Mathur cites the example of processing health insurance applications, which can take from two to four weeks, which is unacceptably slow in these days where consumers increasingly expect the whole process to be approved as soon as they sign the application.

“To make a change like that, it is not just putting an IT system in place which makes things go faster,” Mathur said. “We have to totally change the way the products are structured and configured. We have to change the way our agents go and have conversations and what questions they ask, and we have to put in an AI-based risk engine, so that based on every question that you ask, the next question is helping us understand the risk in real time.”

We’re all in IT now

Making this happen required breaking down silos across the organization to enable it to reorient on customer journeys. That’s key to the shadow IT question because those departmental silos and accompanying mindsets have been what make shadow IT possible and hard to detect in the first place.

Employees typically deploy their own IT solutions because the IT department is too slow or bureaucratic to address their department’s specific pain points. Bruce Leong, director of technology and strategy at Mount Alvernia Hospital, said that digital transformation presents an opportunity for employees to become more actively involved in the company’s IT roadmap.

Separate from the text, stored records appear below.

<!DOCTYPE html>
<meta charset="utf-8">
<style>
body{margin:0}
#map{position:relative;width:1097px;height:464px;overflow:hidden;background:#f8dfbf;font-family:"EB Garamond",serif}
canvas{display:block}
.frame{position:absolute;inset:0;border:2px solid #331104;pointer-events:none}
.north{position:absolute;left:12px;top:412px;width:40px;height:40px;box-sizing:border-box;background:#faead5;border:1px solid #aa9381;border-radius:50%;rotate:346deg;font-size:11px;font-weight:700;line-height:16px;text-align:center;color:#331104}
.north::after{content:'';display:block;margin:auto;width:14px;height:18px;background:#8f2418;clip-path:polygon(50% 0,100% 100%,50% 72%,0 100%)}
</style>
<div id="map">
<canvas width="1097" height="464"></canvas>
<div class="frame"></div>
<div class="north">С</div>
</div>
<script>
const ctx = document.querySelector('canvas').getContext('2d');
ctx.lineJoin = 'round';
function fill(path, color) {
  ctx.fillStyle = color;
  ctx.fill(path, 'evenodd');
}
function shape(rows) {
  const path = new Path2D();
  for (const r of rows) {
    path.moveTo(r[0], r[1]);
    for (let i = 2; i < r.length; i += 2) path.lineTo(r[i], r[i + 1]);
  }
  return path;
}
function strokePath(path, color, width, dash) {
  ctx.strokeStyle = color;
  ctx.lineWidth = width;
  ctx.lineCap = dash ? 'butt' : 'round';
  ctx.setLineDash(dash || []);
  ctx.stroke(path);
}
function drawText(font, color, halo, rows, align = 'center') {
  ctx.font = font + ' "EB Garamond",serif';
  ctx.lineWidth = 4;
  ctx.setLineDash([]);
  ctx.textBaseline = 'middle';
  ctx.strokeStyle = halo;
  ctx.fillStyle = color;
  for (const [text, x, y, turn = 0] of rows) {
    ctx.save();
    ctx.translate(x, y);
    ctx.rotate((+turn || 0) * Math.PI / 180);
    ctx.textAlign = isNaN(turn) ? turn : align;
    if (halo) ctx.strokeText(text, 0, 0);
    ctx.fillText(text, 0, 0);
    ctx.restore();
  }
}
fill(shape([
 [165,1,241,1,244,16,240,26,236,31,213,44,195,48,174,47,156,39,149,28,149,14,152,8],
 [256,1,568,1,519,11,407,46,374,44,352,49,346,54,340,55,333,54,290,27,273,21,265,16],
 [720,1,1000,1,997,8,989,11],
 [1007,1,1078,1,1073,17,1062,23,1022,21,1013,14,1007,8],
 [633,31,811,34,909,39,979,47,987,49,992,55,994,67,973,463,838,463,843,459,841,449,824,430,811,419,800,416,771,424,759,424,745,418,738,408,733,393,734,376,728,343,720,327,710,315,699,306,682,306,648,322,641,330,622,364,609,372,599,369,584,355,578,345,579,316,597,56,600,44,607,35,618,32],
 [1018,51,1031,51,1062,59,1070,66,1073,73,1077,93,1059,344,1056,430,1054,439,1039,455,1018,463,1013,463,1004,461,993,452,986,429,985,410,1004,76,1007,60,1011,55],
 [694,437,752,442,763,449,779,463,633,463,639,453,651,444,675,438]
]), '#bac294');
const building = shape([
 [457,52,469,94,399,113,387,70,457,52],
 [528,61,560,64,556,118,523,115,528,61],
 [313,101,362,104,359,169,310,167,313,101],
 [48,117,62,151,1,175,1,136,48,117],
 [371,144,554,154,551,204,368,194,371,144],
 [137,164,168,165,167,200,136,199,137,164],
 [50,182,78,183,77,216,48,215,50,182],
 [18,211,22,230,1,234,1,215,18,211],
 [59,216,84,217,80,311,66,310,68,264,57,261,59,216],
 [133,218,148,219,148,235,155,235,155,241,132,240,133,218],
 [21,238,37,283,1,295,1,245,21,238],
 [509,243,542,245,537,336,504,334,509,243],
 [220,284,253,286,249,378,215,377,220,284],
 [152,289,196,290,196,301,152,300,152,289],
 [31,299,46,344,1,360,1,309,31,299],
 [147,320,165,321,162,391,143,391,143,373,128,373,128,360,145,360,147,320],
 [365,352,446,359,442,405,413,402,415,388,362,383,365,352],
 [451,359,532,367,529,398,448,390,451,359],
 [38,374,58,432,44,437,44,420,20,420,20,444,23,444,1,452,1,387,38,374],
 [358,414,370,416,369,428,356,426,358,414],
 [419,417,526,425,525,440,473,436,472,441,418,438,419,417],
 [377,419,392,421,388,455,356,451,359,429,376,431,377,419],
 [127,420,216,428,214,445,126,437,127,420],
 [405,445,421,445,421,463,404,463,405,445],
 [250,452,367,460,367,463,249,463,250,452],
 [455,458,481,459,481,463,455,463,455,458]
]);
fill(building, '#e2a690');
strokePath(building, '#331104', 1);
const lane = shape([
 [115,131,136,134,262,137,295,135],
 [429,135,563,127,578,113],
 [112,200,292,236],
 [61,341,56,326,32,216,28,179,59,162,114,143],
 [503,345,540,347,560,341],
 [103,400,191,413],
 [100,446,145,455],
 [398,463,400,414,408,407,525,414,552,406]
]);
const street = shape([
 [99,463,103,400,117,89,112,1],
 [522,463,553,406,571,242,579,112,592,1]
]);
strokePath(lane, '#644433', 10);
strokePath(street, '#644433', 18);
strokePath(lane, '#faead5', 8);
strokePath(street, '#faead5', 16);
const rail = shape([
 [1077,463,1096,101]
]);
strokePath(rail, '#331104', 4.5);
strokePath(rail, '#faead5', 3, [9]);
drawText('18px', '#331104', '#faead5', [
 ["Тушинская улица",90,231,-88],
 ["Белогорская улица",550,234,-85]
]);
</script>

“Whoever is driving digital transformation in the organization – the CTO, the CIO, the CEO – needs to talk to the different departments and ask them to explain their pain points, and to get them involved in the technology part of it – don’t just leave it to the IT department to sort it out and impose a solution,” Leong said.

It’s also an opportunity for IT to educate them on technology solutions they may not have thought of and how it can help them, Leong added.

Mathur of Prudential Assurance offered a different take on the shadow IT aspect, arguing that shadow IT is only really a problem for “predigital” companies whose leaders are uncomfortable with advanced IT tech, as opposed to “postdigital” companies like Amazon whose leaders understand the technology enough to build their business models and processes around it.

“The difference between pre- and postdigital is not how good the technology is – it’s how well the business leaders understand how technology works and what advantages it can give to their businesses. That’s the key difference,” he said.

In other words, in a postdigital business, C-levels will understand the company’s technology needs to the point that shadow IT won’t be necessary. In which case, Mathur adds, employees should actually be encouraged to take the initiative on finding and deploying IT solutions they can use – albeit with one important caveat.

“If it touches the core and can have architectural implications, then you need to partner with them,” he said.

Organized chaos

Shaun Chong, co-founder and CTO of Ninja Van, said his organization is already encouraging employees to think up and share their own innovation ideas.

“If we always leave innovation to just IT, that’s where our organization might start to move a little bit slower,” he said. “What I like to see is innovation popping up from all across the organization. We use tools like Google Plus, where any employee in our organization can post suggestions, ideas, and anyone can pick it up.”

Also, he added, because Ninja Van builds its own IT systems, “everything revolves around APIs, so any employee who looks at a certain process can say, ‘Hey, maybe I can automate it or improve it – can I use one of the existing APIs in the company?’ We have a culture within the company where we share practices, we share coding lessons, and that’s something that has allowed us to move a little bit more rapidly.”

Chong admitted that as the organization gets bigger, it will have more structure and processes that will inevitably slow things down.

He concluded: “But there’s always this little bit of chaos within the organization that still allows you to jump ahead – what I call ‘organized chaos’.”